Cheshire Cat

alt: Chess, Catbus

origin: English

As with a work of art, you never completely understand a cat. This is true of other things, too, but their mystery is seldom haunting, and we feel no desire to possess them. People have rushed into a burning house, risking their lives, to save a painting or a cat.

- Leonard Michaels

Any self-respecting zoologist must be, first and foremost, an observer. In my quest to record the nature and appearance of strange creatures around the world, I have encountered many mysteries. But few have been so compelling as the riddles posed by the Cheshire Cat. What are its origins? How can you have a grin without a cat? This cat is a mystery but how exactly? What is it about it that causes one's mind to dwell on it? Observation becomes nearly impossible when the behaviour of an animal is so unpredictable.

A Cheshire Cat confounds you at every turn. It will tell you many things, in whatever language you understand. Some of its advice will be helpful. The rest will be misdirection, or perhaps subtle digs to insult you for its own amusement. These cats can make themselves invisible at will. They sometimes partially disappear, making themselves a pattern of the landscape. Their exact size seems to shift, one moment the size of a housecat, the next the size of a small car, and upwards from there. Enough of this and you begin to wonder if you are seeing them everywhere. Is that bush smiling at me? Does a soft breeze rustle the leaves of trees or does the cat follow me? I've asked the constellations: have you always had that smirk or are you, again, the cat?

A cat doesn't look at itself when you hold it up to a mirror. It acts as if nothing appeared in the glass. That's because a cat believes it is invisible. A cat has to believe this, because, when stalking, it has to be invisible in the eyes of its prey. To be a cat you must be invisible and very real at the same time. Worshippers believe this of God.

- Leonard Michaels

The Cheshire Cat's name comes from the region it has most often appeared in. Cheshire, a county in North West England, is reknowned for its production of cream and dairy products. Cheshire Cats are drawn to classic English pubs. There are unconfirmed reports that the cat can take the form of a human and enjoy a pint right under our noses, grinning all the while. One answer to the riddle: how can you have a grin without a cat?

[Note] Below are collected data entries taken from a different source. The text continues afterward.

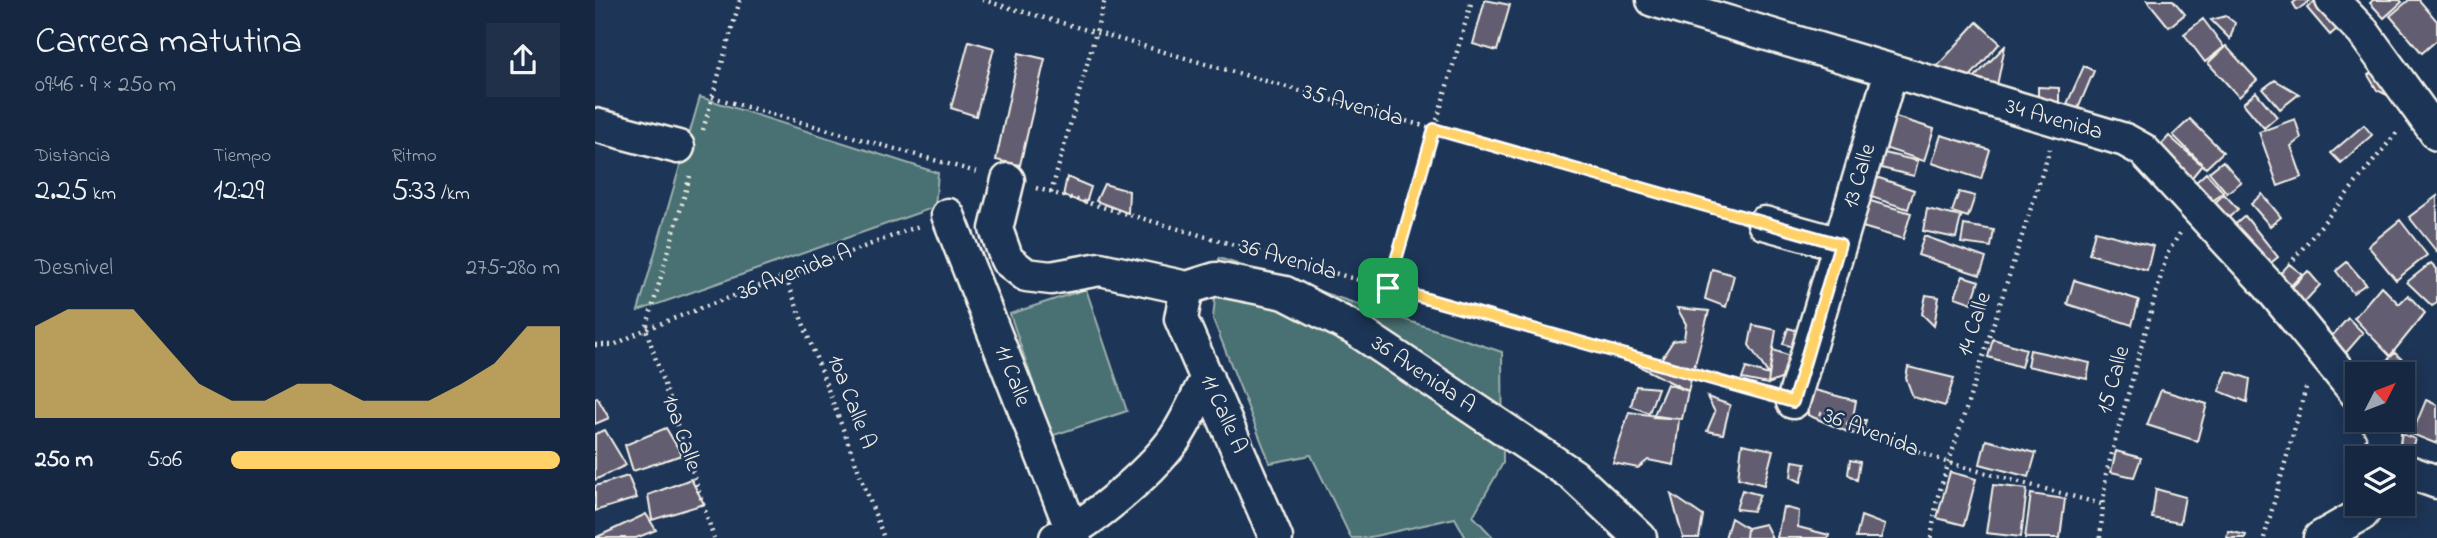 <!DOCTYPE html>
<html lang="es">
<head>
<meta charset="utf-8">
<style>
  body { margin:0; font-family:"Indie Flower",sans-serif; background:#1f3048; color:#f1f3f6; height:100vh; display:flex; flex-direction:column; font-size:26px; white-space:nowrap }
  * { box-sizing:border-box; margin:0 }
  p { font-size:23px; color:#9ea6b1 }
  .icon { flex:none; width:38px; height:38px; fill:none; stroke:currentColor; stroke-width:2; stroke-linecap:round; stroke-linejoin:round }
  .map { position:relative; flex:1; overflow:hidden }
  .side { display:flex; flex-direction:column; background:#162841; width:595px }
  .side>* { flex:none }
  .needle { width:46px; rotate:48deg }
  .controls { position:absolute; left:1750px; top:362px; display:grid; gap:14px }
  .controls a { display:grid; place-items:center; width:70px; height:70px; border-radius:0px; background:#162841; box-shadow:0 4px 18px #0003,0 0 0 2px #35445a; font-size:35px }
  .pin { position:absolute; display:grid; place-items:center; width:60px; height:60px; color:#fff; margin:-30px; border-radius:14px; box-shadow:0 4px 10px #0006 }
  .round { display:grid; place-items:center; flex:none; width:74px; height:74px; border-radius:0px; background:#1f3048 }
  .headline { display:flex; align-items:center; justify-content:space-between; height:119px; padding:0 35px }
  h1 { font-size:38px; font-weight:600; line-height:52px }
  .stats { display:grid; grid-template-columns:repeat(3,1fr); gap:10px; height:119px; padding:7px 35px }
  .stats div { display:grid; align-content:center }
  .stats b { font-size:30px; font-weight:600 }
  .stats small { font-size:19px; font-weight:400 }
  .stats p { font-size:19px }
  .chart { height:196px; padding:14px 35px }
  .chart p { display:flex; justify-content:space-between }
  .chart svg { width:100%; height:126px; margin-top:7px; fill:#ffd166; opacity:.7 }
  ul { padding:0 35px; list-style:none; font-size:23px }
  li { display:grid; grid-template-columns:112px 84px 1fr; align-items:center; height:52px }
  li i { height:18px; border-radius:9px; background:#ffd166 }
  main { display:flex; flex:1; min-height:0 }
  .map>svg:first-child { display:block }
</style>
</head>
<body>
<main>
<section class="side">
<div class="headline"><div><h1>Carrera matutina</h1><p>09:46 · 9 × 250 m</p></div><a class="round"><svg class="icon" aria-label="share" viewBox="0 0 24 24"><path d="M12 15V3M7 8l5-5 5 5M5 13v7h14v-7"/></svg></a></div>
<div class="stats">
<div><p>Distancia</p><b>2.25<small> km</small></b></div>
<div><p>Tiempo</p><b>12:29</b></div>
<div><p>Ritmo</p><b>5:33<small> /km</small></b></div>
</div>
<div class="chart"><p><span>Desnivel</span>275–280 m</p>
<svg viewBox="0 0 160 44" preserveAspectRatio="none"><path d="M0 44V12L10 6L20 6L30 6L40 19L50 32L60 38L70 38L80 32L90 32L100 38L110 38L120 38L130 32L140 25L150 12L160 12V44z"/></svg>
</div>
<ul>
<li><b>250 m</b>5:06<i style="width:100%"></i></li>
</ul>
</section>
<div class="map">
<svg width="1842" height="538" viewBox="0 0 1842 538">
  <rect width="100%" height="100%" fill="#1d3557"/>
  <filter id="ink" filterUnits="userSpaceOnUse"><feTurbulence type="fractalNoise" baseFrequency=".0143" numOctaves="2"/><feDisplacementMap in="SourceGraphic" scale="14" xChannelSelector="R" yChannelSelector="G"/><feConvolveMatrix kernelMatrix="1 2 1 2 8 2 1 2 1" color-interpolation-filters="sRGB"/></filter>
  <g filter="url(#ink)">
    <!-- green -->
    <path fill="#486f73" stroke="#9eb0ae" stroke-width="2" d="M105,97L343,173L340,207L43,311Z
      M624,258L907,352L908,463L878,516L899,538H871L860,518L771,538H756L716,455L675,463L618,319Z
      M491,289L532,411L456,436L415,314Z"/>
    <!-- building -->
    <path fill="#625d71" stroke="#f4f1e8" stroke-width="2" d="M890,0L915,5L902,51L878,44Z
      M1552,0H1578L1590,14L1574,27Z
      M1702,0H1716L1702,10L1698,3Z
      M1721,0H1733L1752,20L1735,35L1712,8Z
      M1778,0H1805L1807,2L1789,18L1775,3Z
      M1814,0H1824L1842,21V40L1827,53L1795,16Z
      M1631,16L1640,23L1635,39L1616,20Z
      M1608,19L1629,47L1610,62L1589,34Z
      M1382,22L1405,43L1372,80L1338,71Z
      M374,41L399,48L381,116L356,108Z
      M1410,46L1400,95L1368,89Z
      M1631,46L1662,80L1644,97L1613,63Z
      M424,53L450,59L425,165L401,160Z
      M1489,66L1499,71L1482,111L1471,106Z
      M1785,67L1808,103L1782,90L1773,75Z
      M1680,80L1704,94L1685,109L1668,89Z
      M1443,87L1464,88V112H1443Z
      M1661,92L1682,117L1669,128L1648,103Z
      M1291,114L1339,129L1329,161L1277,144Z
      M1595,119L1628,152L1611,168L1578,135Z
      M1700,119L1706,138L1696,146L1707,177L1683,186L1664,132Z
      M1769,125L1777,135L1746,163L1736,153Z
      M1346,135L1395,150L1386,179L1337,163Z
      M1574,136L1607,165L1590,186L1556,156Z
      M1289,153L1323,161L1319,176L1286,168Z
      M1628,161L1646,182L1632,193L1614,172Z
      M1611,173L1628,192L1608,210L1591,191Z
      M472,177L496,187L491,203L468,196Z
      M1284,178L1319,190L1313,209L1264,193Z
      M509,184L534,191L533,213L501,201Z
      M1364,192L1380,196L1373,217L1357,212Z
      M1629,194L1643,209L1626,225L1612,210Z
      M1667,194L1686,217L1675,226L1656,204Z
      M1842,196V252L1814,217Z
      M1262,197L1316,213L1308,239L1254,223Z
      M1332,209L1366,217L1361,238L1328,231Z
      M1650,216L1683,257L1666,271L1630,233Z
      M1805,220L1832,255L1801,280L1773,246Z
      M1369,225L1399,230L1396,247L1366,243Z
      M1500,231L1558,246L1552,270L1494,254Z
      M1329,236L1391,258L1385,275L1323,255Z
      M1752,262L1771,284L1758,293L1741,271Z
      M1836,263L1842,269V303L1837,306L1812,282Z
      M1694,264L1707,274L1689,293L1677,283Z
      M1117,269L1139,275L1131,307L1110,299Z
      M1713,271L1725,285L1703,309L1688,296Z
      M1368,276L1384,281L1377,303L1360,297Z
      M1479,280L1544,300L1537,325L1472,304Z
      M1786,286L1804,304L1813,295L1830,313L1795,356L1759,318Z
      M1331,295L1344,297L1339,326L1327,314Z
      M1082,308L1114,311L1093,391L1044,366L1048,360L1063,364L1078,341L1089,339L1091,324Z
      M1753,318L1768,333L1743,362L1728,346Z
      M1158,325L1181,330L1174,375L1154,345Z
      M1193,328L1207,332L1202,348L1188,344Z
      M1398,339L1431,349L1426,367L1393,357Z
      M1178,350L1225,366L1216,389L1188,378L1173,384Z
      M1435,350L1495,363L1492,379L1432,366Z
      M1800,353L1814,366L1805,374H1777Z
      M1313,367L1359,378L1350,406L1318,397L1311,378Z
      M1151,368L1174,375L1173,384L1147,379Z
      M1632,371L1655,379L1652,402L1624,391Z
      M1808,382L1818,392L1808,404Z
      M1072,384L1093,391L1087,419L1058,417Z
      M1041,386L1063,388L1054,413L1036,406Z
      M1216,389L1261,401L1255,433L1213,415Z
      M1566,390L1612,404L1602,441L1552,425Z
      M2,397L14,418L0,424V398Z
      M1112,397L1135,405L1128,434L1112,431L1120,412Z
      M1831,400L1842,405V444L1817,434Z
      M1034,412L1084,419L1079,465L1053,460L1043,468L1018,463Z
      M1262,420H1271L1267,435L1255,433Z
      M71,428L87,455L38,471L30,445Z
      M10,430L31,465L0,480V434Z
      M1797,430L1820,439L1812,462L1788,452Z
      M1391,440L1441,453L1434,477L1385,464Z
      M1147,444L1178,450L1169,485L1143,478Z
      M1521,451L1546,458L1539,477L1516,472Z
      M1255,460L1265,462L1262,480L1253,474Z
      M1198,461L1211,463L1206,482L1196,477Z
      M1355,472L1381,479L1369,525L1342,518Z
      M33,476L42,498L0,511V486Z
      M96,479L109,504L57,520L53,495Z
      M1398,485L1432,489L1426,537L1391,533Z
      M1561,489L1590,497L1585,523L1557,518Z
      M1147,490L1165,495L1158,511L1141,509Z
      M1076,494L1108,516L1104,538H1088Z
      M1436,494L1470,499L1465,538H1430Z
      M1188,507L1204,511L1203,527L1234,535L1233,538H1182Z
      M51,514L61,530L41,538H0Z
      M1266,516L1290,525L1286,538H1261Z
      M1136,518L1152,528L1151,538H1130Z
      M1170,524L1177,538H1151L1152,528Z
      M1633,531L1651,535L1650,538H1632Z"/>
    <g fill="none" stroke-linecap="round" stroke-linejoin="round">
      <defs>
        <path id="minor" d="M1058,0L1530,140L1548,150L1674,286L1762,394
          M1737,0L1768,32L1842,134
          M0,125L83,147
          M413,180L401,229L412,260L431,275L456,278L505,269L592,288L621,279L690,293L760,329L978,475L1045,538
          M353,215L480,538
          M1169,223L1245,244
          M592,288L586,319L681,538
          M1198,402L1296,71
          M1782,420L1789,434L1786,458
          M1808,470L1842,482
          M461,538C497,523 555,472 578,441C592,422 601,398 612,378
          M1725,538L1767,514L1774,504"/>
      </defs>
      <!-- minor casing -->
      <use href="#minor" stroke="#f4f1e8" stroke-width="37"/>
      <!-- path -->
      <path stroke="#f4f1e8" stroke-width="4.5" stroke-dasharray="2 5" stroke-linecap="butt" d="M387,0L1140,215
        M117,97L385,173
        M108,130L145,0
        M95,176L51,329L119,538
        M441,188L678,256
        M456,193L510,0
        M707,264L1170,394
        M1694,265L1803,131
        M191,278L289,538
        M793,288L877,0
        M0,345H19L51,329L324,226
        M1225,413L1354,463L1506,504
        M1336,538L1342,499L1455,149
        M1505,538L1511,474L1572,254L1585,233
        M1669,538L1712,384"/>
      <!-- minor -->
      <use href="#minor" stroke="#1d3557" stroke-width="32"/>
    </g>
  </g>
  <g fill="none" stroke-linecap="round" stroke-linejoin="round" filter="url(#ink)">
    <defs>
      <path id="route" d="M839,129L1245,244L1198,402L793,288Z"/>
    </defs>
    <!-- route casing -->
    <use href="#route" stroke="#fff" stroke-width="14"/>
    <!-- route -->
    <use href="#route" stroke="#ffd166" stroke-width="9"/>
  </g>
  <g text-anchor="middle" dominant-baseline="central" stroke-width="5" stroke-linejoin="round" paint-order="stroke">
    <!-- street labels -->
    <g font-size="23" fill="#f4f1e8" stroke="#1d3557">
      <text transform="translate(758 106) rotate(16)">35 Avenida</text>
      <text transform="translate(1459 120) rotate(16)">34 Avenida</text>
      <text transform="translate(1265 176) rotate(-73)">13 Calle</text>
      <text transform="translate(693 260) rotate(16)">36 Avenida</text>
      <text transform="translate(200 273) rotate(-21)">36 Avenida A</text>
      <text transform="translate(1380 324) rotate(-72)">14 Calle</text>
      <text transform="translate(828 375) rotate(34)">36 Avenida A</text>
      <text transform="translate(417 376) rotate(69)">11 Calle</text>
      <text transform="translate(1519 380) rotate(-74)">15 Calle</text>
      <text transform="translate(256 402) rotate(69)">10a Calle A</text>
      <text transform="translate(628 414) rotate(66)">11 Calle A</text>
      <text transform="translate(86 433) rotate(71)">10a Calle</text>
      <text transform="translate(1276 433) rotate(21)">36 Avenida</text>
    </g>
  </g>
</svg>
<div class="controls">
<a><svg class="needle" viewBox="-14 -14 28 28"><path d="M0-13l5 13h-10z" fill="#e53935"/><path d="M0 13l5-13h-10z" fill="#9ea6b1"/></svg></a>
<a><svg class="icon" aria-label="layers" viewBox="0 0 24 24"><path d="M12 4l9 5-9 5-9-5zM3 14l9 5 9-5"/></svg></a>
</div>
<div class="pin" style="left:793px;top:288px;background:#1e9e55"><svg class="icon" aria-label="arrive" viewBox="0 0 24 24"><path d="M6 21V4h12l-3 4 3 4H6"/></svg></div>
</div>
</main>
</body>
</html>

There is a story about a Cheshire Cat who takes the form of a many-legged bus in the old forests of Japan. In the story, the cat transports a young girl who is desperately seeking her lost sister. I can not confirm if the story is true, but the presence of disappearing cats in Japan is certain. In all likelihood, Cheshire Cats exist anywhere on earth they might find comfort and amusement. It is simply left to us to observe them. Whether or not we succeed concerns them little.

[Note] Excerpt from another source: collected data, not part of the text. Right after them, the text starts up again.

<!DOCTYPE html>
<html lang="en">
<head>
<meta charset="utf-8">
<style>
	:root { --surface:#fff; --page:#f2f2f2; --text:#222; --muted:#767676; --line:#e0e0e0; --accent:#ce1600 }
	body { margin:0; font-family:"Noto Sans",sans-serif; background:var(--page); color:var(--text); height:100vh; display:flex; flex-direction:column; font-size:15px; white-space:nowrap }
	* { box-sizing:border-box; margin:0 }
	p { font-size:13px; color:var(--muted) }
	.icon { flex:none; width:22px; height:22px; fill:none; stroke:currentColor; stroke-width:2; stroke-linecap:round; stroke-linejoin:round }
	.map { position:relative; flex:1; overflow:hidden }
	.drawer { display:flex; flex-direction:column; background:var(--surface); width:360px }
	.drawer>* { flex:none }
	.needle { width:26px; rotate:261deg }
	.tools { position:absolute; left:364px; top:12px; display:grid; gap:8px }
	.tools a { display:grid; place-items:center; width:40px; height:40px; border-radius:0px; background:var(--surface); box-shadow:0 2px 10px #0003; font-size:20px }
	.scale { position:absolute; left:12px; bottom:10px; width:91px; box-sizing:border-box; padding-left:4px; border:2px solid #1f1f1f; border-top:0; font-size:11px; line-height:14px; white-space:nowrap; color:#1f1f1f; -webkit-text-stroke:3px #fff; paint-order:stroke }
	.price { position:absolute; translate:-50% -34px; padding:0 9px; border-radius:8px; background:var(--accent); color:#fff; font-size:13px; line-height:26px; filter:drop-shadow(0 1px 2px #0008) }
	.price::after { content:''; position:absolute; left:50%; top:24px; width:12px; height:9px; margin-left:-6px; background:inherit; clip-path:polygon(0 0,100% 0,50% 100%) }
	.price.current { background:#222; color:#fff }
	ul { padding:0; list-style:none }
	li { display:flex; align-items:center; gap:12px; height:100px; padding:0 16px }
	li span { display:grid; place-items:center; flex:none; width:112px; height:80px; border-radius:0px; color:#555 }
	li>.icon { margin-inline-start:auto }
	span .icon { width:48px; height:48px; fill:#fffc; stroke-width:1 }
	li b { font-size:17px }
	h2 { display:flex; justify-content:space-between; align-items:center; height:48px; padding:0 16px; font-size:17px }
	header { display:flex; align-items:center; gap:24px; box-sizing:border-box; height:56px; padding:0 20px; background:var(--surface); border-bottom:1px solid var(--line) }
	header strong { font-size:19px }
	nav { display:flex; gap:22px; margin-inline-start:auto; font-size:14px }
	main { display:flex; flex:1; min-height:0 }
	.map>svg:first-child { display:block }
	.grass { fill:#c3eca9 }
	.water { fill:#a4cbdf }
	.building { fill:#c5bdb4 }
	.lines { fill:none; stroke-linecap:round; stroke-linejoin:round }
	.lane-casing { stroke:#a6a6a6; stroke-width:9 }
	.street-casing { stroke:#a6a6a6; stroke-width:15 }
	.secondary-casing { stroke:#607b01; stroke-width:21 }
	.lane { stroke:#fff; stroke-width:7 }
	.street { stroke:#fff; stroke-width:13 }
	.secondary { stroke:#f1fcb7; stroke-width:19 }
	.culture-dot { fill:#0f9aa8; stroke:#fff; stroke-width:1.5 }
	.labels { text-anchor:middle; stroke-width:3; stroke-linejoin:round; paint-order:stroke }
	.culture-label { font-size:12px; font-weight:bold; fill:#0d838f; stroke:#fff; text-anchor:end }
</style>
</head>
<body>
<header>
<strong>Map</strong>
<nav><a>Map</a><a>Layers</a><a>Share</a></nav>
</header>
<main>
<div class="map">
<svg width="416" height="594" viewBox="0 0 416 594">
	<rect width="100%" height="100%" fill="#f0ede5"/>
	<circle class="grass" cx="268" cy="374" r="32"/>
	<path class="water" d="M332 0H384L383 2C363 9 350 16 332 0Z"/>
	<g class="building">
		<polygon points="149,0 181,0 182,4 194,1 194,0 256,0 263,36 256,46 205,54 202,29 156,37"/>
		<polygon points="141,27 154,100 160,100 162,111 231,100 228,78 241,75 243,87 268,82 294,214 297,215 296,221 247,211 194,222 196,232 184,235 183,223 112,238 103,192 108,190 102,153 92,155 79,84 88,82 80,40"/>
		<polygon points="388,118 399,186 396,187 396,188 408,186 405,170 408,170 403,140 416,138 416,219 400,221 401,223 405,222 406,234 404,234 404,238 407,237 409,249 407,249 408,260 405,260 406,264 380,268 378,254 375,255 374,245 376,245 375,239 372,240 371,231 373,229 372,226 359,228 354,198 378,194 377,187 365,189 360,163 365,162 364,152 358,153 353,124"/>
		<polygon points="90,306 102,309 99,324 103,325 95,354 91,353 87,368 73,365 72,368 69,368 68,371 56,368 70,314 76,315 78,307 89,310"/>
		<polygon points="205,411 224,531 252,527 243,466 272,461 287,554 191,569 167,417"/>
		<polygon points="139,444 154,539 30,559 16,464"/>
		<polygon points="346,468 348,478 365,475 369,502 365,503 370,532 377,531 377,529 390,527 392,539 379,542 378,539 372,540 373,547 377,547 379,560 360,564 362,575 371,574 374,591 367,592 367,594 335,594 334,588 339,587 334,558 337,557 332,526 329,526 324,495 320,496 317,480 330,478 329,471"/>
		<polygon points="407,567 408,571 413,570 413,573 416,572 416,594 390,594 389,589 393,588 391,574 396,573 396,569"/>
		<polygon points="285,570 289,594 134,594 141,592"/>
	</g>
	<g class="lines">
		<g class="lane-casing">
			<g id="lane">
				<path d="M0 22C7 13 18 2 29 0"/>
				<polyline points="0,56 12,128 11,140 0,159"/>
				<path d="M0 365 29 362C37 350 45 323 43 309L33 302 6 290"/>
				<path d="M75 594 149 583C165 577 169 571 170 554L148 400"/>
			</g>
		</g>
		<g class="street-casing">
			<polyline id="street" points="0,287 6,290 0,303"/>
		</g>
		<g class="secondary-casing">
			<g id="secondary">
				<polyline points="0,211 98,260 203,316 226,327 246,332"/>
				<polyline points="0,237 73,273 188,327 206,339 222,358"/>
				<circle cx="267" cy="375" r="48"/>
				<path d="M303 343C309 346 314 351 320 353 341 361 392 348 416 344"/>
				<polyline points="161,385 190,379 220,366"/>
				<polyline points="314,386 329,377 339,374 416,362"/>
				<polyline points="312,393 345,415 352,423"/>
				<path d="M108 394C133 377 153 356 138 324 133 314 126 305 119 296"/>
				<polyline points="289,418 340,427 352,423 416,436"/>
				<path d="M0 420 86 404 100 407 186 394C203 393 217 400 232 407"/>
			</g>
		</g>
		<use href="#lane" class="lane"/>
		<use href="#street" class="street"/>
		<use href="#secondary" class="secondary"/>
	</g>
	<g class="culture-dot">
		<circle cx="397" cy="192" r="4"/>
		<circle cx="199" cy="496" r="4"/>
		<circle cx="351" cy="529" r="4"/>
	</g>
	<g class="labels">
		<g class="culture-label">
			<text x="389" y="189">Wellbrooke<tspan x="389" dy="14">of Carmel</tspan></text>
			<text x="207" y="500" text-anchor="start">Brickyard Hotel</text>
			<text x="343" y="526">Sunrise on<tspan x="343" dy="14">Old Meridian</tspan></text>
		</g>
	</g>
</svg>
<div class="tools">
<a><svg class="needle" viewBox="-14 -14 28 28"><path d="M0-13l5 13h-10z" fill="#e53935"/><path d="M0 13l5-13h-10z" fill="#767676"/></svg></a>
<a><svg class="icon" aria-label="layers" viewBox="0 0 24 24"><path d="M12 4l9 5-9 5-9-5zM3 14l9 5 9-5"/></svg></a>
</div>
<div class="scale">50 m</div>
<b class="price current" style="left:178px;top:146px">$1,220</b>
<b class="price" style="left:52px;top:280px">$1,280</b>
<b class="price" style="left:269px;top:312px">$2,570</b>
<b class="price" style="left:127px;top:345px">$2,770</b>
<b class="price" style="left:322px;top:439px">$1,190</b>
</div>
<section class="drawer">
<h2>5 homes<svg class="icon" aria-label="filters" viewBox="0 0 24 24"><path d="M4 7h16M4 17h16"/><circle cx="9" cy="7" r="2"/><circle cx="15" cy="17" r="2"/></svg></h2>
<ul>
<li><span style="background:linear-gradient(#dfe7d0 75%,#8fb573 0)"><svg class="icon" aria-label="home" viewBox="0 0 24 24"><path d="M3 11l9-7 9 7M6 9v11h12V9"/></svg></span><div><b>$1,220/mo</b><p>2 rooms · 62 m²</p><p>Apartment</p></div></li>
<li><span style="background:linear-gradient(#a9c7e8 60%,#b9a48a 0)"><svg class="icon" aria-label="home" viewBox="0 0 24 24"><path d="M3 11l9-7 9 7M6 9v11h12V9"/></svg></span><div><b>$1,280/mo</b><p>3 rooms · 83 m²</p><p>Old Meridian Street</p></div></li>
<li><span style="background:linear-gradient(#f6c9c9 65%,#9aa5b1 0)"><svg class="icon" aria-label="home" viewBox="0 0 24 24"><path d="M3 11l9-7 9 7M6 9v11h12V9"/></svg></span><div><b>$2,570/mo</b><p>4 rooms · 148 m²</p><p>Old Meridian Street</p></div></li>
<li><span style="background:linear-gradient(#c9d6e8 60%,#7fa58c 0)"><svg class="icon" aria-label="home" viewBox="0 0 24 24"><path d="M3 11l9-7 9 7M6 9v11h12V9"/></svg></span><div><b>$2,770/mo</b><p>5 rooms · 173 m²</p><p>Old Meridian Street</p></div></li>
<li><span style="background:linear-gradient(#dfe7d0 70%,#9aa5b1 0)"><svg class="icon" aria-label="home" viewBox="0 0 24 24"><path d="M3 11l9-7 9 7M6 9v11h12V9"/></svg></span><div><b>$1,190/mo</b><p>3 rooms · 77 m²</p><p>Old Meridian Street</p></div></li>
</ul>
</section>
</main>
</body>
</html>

The Cheshire Cat's most famous feature is its grin. There are many references to it in literature, as early as 1788.

  • "He grins like a Cheshire cat; said of any one who shows his teeth and gums in laughing." - A Classical Dictionary of the Vulgar Tongue, Second, Corrected and Enlarged Edition (1788)
  • "Lo, like a Cheshire cat our court will grin." - Pair of Lyric Epistles (1792)
  • "That woman grins like a Cheshire cat." - The Newcomes (1855)
  • "this time it vanished quite slowly, beginning with the end of the tail, and ending with the grin, which remained some time after the rest of it had gone." - Alice's Adventures in Wonderland (1865)

The grin, the disappearing act, the impenetrable mystique of this damned cat. It carries on and on, even into our modern scientific stories. In geometry, a catenary is a curve made by a chain suspended between two points, such as one might find in a suspension bridge. A perfect, geometric grin. "The Cheshire Cat effect" is a condition which causes stationary objects seen in one eye to disappear from view when an object in motion crosses in front of the other. "The Cheshire Cat" is a phenomenon in quantum mechanics in which a particle and its property behave as if they were separated. When a sound disappears but leaves a trace behind, it is called "cheshirization" in linguistics. A merger of galaxy groups in the constellation Ursa Major is nicknamed "Cheshire Cat galaxly group" by astronomers.

Wherever our eye wanders, the cat follows. Wherever our mind wanders, it resurfaces.